| Task objective |
Make an exact copy of the lines from the top of the entries below through the line with "function fill(path, color)". Leave all pictures out.

| Data for review |
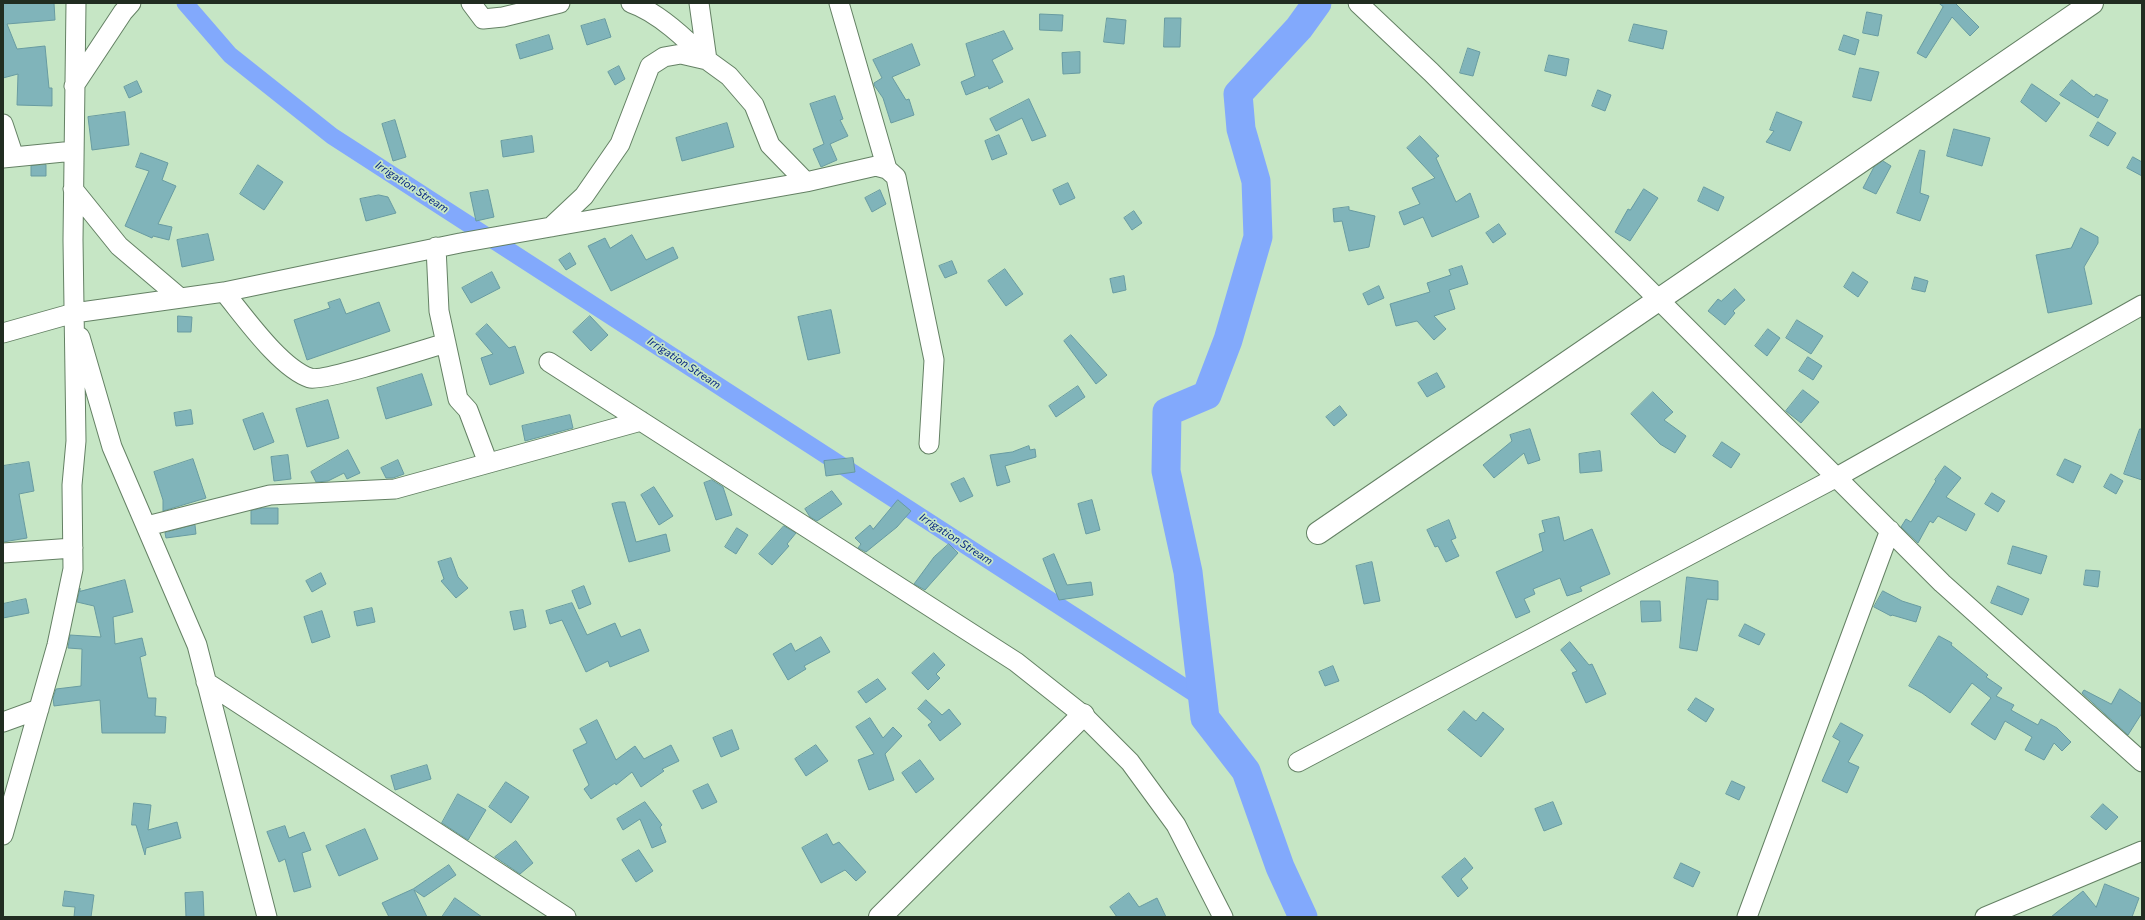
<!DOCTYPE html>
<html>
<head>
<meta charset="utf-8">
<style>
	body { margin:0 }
	#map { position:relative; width:2145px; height:920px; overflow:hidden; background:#c6e6c5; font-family:Commissioner,sans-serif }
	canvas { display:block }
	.frame { position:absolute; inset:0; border:4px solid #212d21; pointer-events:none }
</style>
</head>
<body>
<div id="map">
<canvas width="2145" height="920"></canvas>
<div class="frame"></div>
</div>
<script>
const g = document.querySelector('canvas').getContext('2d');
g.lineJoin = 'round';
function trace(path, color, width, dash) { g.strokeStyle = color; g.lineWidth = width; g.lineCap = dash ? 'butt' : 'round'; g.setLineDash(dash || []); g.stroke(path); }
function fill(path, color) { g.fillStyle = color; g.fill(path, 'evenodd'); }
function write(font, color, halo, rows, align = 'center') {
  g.font = font + ' Commissioner,sans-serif'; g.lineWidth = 3.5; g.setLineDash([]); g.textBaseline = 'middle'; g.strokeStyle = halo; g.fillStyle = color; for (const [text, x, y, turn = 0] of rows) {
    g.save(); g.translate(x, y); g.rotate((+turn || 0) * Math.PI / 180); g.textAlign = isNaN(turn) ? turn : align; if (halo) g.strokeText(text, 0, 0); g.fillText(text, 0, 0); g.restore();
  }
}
trace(new Path2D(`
	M185 3 230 55 332 136 1203 699`), '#82a9fc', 17);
trace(new Path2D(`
	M1303 917 1280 867 1246 771 1205 718 1188 572 1166 471 1167 412 1207 395 1228 340 1258 237 1256 181 1241 129 1238 94 1299 28 1317 3`), '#82a9fc', 29);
const building = new Path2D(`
	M3 3H54L55 20 7 24 17 49 45 46 49 88H52V106L17 105 18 74 3 78Z
	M1939 3H1955L1979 27 1970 36 1952 17 1926 58 1917 53 1943 7Z
	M1867 12 1882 15 1878 36 1863 33Z
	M1040 14 1063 15 1062 31 1040 30Z
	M1107 18 1126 20 1124 44 1104 42Z
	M1165 18H1181L1180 47H1164Z
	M605 19 611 37 587 45 581 26Z
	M1634 24 1667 31 1663 49 1629 41Z
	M1004 31 1013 49 992 60 1003 82 989 89 988 86 966 95 961 82 975 76 966 44Z
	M549 35 553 49 520 59 516 45Z
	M1844 35 1859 40 1855 55 1839 50Z
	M912 44 920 65 892 77 906 100 909 99 914 115 891 123 883 98 874 85V83L882 78 873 60Z
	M1468 48 1480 52 1473 76 1460 73Z
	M1080 52V73L1063 74 1062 53Z
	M1549 55 1569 59 1566 76 1545 71Z
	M619 66 625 79 615 85 608 72Z
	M1860 68 1879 72 1871 101 1853 97Z
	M2072 80 2094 97 2096 94 2108 100 2098 118 2060 95Z
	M137 81 142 92 129 98 124 87Z
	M2032 84 2060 103 2046 122 2021 102Z
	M1598 90 1611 95 1605 111 1592 106Z
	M835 96 843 119 840 120 848 136 830 144 837 160 821 167 813 149 824 144 810 104Z
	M1029 99 1046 136 1032 141 1022 118 996 131 990 119Z
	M125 112 129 145 92 150 88 117Z
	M1777 112 1802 122 1790 151 1766 142 1774 131 1770 130Z
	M395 120 406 157 393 161 382 124Z
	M2098 122 2116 133 2108 146 2090 136Z
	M727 123 734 147 682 161 676 138Z
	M1954 129 1990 138 1982 166 1947 156Z
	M999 135 1007 154 992 160 985 141Z
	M532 136 534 152 503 157 501 141Z
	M1420 136 1439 156 1436 158 1456 202 1470 193 1479 217 1432 237 1423 217 1404 225 1399 212 1420 204 1412 188 1435 178 1407 148Z
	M1920 150 1925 151 1920 193 1929 196 1920 221 1897 213Z
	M141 153 168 163 162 180 176 186 158 224 172 227 169 240 153 236 152 238 125 226 149 171 136 167Z
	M2133 157 2142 162V176L2127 168Z
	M1883 161 1891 166 1876 194 1863 188 1874 167Z
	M46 165V176H31V166Z
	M258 165 283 182 264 210 240 194Z
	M1068 183 1075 198 1060 205 1053 190Z
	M1704 187 1724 197 1718 211 1698 201Z
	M1644 189 1658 198 1630 241 1615 232 1628 209 1630 210Z
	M488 190 494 217 476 221 470 193Z
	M880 190 886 204 872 212 865 198Z
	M379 195 388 197 396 213 366 221 360 199Z
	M1349 207V210L1375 216 1369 247 1349 251 1342 221 1334 222 1333 209Z
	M1134 211 1142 223 1132 230 1124 218Z
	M1499 224 1506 234 1493 243 1486 233Z
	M2081 228 2098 237V243L2084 267 2092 304 2048 313 2036 255 2071 248Z
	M208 234 214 260 182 267 177 240Z
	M632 235 646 260 673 247 678 258 611 291 588 246 605 238 610 248Z
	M570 253 576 264 566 270 559 260Z
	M952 261 957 273 945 278 939 266Z
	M1462 266 1468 284 1449 290 1455 309 1434 316 1446 329 1434 340 1417 321 1396 326 1390 304 1430 292 1427 283 1451 275 1449 270Z
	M1005 269 1023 294 1006 306 988 281Z
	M492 272 500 288 471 303 462 288Z
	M1853 272 1868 282 1858 297 1844 287Z
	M1124 276 1126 290 1113 293 1110 279Z
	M1915 277 1928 281 1925 292 1912 289Z
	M1379 286 1384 298 1368 305 1363 294Z
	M1735 289 1745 300 1733 311 1735 313 1725 325 1708 311 1718 299 1721 301Z
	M340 299 346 314 379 302 390 331 307 360 294 320 330 308 328 303Z
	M831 310 840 353 808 360 798 317Z
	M178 316 192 317 191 332H178Z
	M590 316 608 335 591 351 573 332Z
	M1797 320 1823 336 1811 354 1786 338Z
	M487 324 509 348 515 346 524 373 490 385 481 358 493 354 476 334Z
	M1768 329 1780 338 1767 356 1755 346Z
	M1071 335 1107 375 1096 384 1064 341Z
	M1808 357 1822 366 1813 380 1799 371Z
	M1437 373 1445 387 1427 397 1418 383Z
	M422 374 432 405 386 419 377 388Z
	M1078 386 1085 397 1056 417 1049 406Z
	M1803 390 1819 402 1801 423 1786 411Z
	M1653 392 1673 412 1664 420 1686 436 1675 453 1660 444 1631 414Z
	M328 400 339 438 307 447 296 409Z
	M1340 406 1347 415 1334 426 1326 417Z
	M191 410 193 424 176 426 174 413Z
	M263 413 274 442 254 450 243 420Z
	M570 415 573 428 525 441 522 426Z
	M1530 429 1540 460 1528 464 1524 453 1494 478 1483 465 1512 441 1510 435Z
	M2140 429H2142V480L2124 474Z
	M1722 442 1740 454 1731 468 1713 456Z
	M1029 446 1030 450 1035 449 1036 457 1005 466 1010 482 997 486 990 455 1012 452Z
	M348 450 360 473 347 479 344 473 328 481 316 482 311 472Z
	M1600 451 1602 471 1580 473 1579 454Z
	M288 455 291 479 274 481 271 457Z
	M853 458 855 472 826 476 824 461Z
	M193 459 206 498 163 511V500L154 472Z
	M2065 459 2081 466 2073 483 2057 475Z
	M398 460 404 474 393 478H386L381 468Z
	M29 462 34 491 19 494 27 538 3 542V466Z
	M1945 466 1961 478 1946 497 1975 514 1966 531 1938 516 1933 523 1930 521 1918 543 1901 527 1906 519 1911 522 1936 481 1935 480Z
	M2111 474 2123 481 2116 494 2104 487Z
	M964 478 973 496 960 502 951 484Z
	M712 480 723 487 732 515 716 520 704 483Z
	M654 487 673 516 659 525 641 495Z
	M832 491 842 504 817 521 810 517 805 509Z
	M1992 493 2005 501 1998 512 1985 504Z
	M898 500 911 511 897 527 866 552 858 548 861 544 855 538 870 525 873 529Z
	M1092 500 1100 530 1086 534 1078 504Z
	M619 502H625L636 542 666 534 670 551 629 562 612 504Z
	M263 508H278V524H251V511Z
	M1559 517 1564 541 1592 529 1610 574 1580 587 1582 591 1567 596 1560 578 1533 589 1535 594 1524 599 1530 612 1516 618 1496 572 1543 551 1539 534 1545 532 1542 521Z
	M1449 520 1456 538 1451 540 1459 556 1446 562 1438 546 1435 547 1427 530Z
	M195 525 196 534 166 538 165 533Z
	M784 526 796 533 787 544 789 546 772 565 759 554Z
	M737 528 748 535 736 554 725 547Z
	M949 544 958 553 925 590 914 584 934 557Z
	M2013 546 2047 556 2041 574 2008 564Z
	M1054 554 1067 585 1091 582 1093 595 1059 600 1043 559Z
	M451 558 458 577 468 588 456 598 441 581 444 579 438 562Z
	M1372 562 1380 601 1364 604 1356 566Z
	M2086 570 2100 571 2098 587 2084 585Z
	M321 573 326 584 312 592 306 581Z
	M1687 577 1718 581V600L1707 599 1697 651 1680 648Z
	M125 580 133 612 113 617 115 644 142 638 146 655 140 657 148 698H156L155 716 166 717 165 733H102L100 700 54 706 53 698 56 689 81 686 82 649 68 648 70 635 101 637 94 606 77 602 80 588V591Z
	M584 586 591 604 579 609 572 591Z
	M1998 586 2029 599 2022 615 1991 603Z
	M1883 591 1902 601 1921 607 1916 622 1892 615 1891 616 1874 607Z
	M26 599 29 613 3 618V604Z
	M1641 601H1660L1661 621 1642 622Z
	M572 603 587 635 615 623 621 637 640 629 649 651 610 667 608 661 586 672 562 620 550 624 546 611Z
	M372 608 375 622 357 626 354 612Z
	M523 610 526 627 514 630 510 612Z
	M322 611 330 637 312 643 304 617Z
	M1745 624 1765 634 1759 645 1739 636Z
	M1939 636 1952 643 1951 645 1988 675 1986 677 2002 688 1996 696 2014 705 2011 710 2038 725 2041 719 2057 728 2071 742 2062 751 2054 743 2044 760 2025 750 2032 737 2005 721 1995 740 1971 724 1991 698 1972 683 1950 713 1922 693 1909 686Z
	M821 637 830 652 804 666 806 669 788 680 773 654 791 643 795 651Z
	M1570 642 1589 665 1592 664 1606 694 1586 703 1572 673 1577 671 1561 650Z
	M934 653 945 665 936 674 940 678 928 690 912 673Z
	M1333 666 1339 681 1325 686 1319 672Z
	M878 679 886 689 866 703 858 692Z
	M2120 689 2142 704V713L2128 735 2082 693 2084 690 2111 704Z
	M1696 698 1714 709 1706 722 1688 710Z
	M926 700 942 715 949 709 961 724 940 741 928 725 932 722 918 709Z
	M1464 711 1476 721 1483 712 1504 729 1481 757 1448 730Z
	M870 718 883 738 893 727 902 736 885 754 894 780 869 790 858 760 874 754 856 727Z
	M597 720 616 760 635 746 644 759 671 745 679 761 662 769 664 771 641 787 632 772 616 785 615 783 591 799 584 789 589 785 573 750 587 743 580 729Z
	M1841 723 1863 735 1848 762 1859 767 1847 793 1822 781 1840 741 1833 737Z
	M732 730 739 749 721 757 713 738Z
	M816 745 828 761 806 776 795 759Z
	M920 760 934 779 916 793 902 773Z
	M427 765 431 779 395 790 391 776Z
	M1732 781 1745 787 1739 800 1726 794Z
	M506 782 529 797 511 823 489 807Z
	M708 784 717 802 702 809 693 791Z
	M458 794 486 810 468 840 442 823Z
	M645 802 662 825 660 827 666 842 652 848 640 819 623 830 617 819Z
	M1553 802 1562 824 1544 831 1535 809Z
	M134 803 151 805 148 830 177 822 181 838 146 848 145 855 136 825H132Z
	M2103 804 2118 817 2106 830 2091 817Z
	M285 826 289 838 304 832 311 850 302 853 311 887 294 892 285 859 279 862 267 832Z
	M365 829 378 859 339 876 326 846Z
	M827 834 833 845 839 842 866 872 856 881 845 870 821 883 802 848Z
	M516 841 533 863 520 874 495 857Z
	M639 850 653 871 636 882 622 860Z
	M1465 858 1473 868 1461 879 1468 888 1458 897 1442 877Z
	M1681 863 1700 872 1693 887 1674 878Z
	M449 865 456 875 424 897 414 890 427 917H389L382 903 413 889Z
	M2105 884 2139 898 2132 917H2051L2083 891 2096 907Z
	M65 891 94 895 91 917H74L75 907 63 906Z
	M203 892 204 917H186L185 893Z
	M1129 893 1139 907 1157 898 1166 917H1117L1110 907Z
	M455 898 482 917H442Z`);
fill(building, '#80b4ba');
trace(building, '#689ba1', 1);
const street = new Path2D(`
	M471 3 483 19 503 17 560 3
	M631 3C658 12 687 40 707 60L699 3
	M839 3 887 169
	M1358 3 1431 72 1942 583 2142 762
	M74 86 123 12 131 3
	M3 124 14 157
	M3 158 74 151
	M73 189 119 246 179 297
	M551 227 584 196 620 144 650 66 664 57 681 54 707 60 729 76 754 105 770 145 806 182
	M436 247 439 311 458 399 468 410 488 463
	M224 292C244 316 280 368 310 378 323 382 426 349 446 343
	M3 333 74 313 224 292 460 243 806 182 876 166 887 169 896 177 934 360 929 444
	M80 337 112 447 197 645 267 917
	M549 362 1016 662 1083 715 1130 762 1176 825 1223 917
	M147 526 270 495 395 489 641 421
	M3 553 73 548
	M206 682 566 917
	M3 722 39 709
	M1298 762 1837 477 2142 305
	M3 835 57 645 73 569 72 485 76 441 73 240 76 3
	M1747 917 1890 530
	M1985 917 2142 851`);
const secondary = new Path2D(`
	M1318 533 2092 3
	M880 917 1083 715`);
trace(street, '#648164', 21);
trace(secondary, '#648164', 24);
trace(street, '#fff', 19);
trace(secondary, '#fff', 22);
write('italic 11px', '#082682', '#c6e6c5', [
	["Irrigation Stream",412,187,33],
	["Irrigation Stream",684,363,33],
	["Irrigation Stream",956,539,33]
]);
</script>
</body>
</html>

| Your response |
<!DOCTYPE html>
<html>
<head>
<meta charset="utf-8">
<style>
	body { margin:0 }
	#map { position:relative; width:2145px; height:920px; overflow:hidden; background:#c6e6c5; font-family:Commissioner,sans-serif }
	canvas { display:block }
	.frame { position:absolute; inset:0; border:4px solid #212d21; pointer-events:none }
</style>
</head>
<body>
<div id="map">
<canvas width="2145" height="920"></canvas>
<div class="frame"></div>
</div>
<script>
const g = document.querySelector('canvas').getContext('2d');
g.lineJoin = 'round';
function trace(path, color, width, dash) { g.strokeStyle = color; g.lineWidth = width; g.lineCap = dash ? 'butt' : 'round'; g.setLineDash(dash || []); g.stroke(path); }
function fill(path, color) { g.fillStyle = color; g.fill(path, 'evenodd'); }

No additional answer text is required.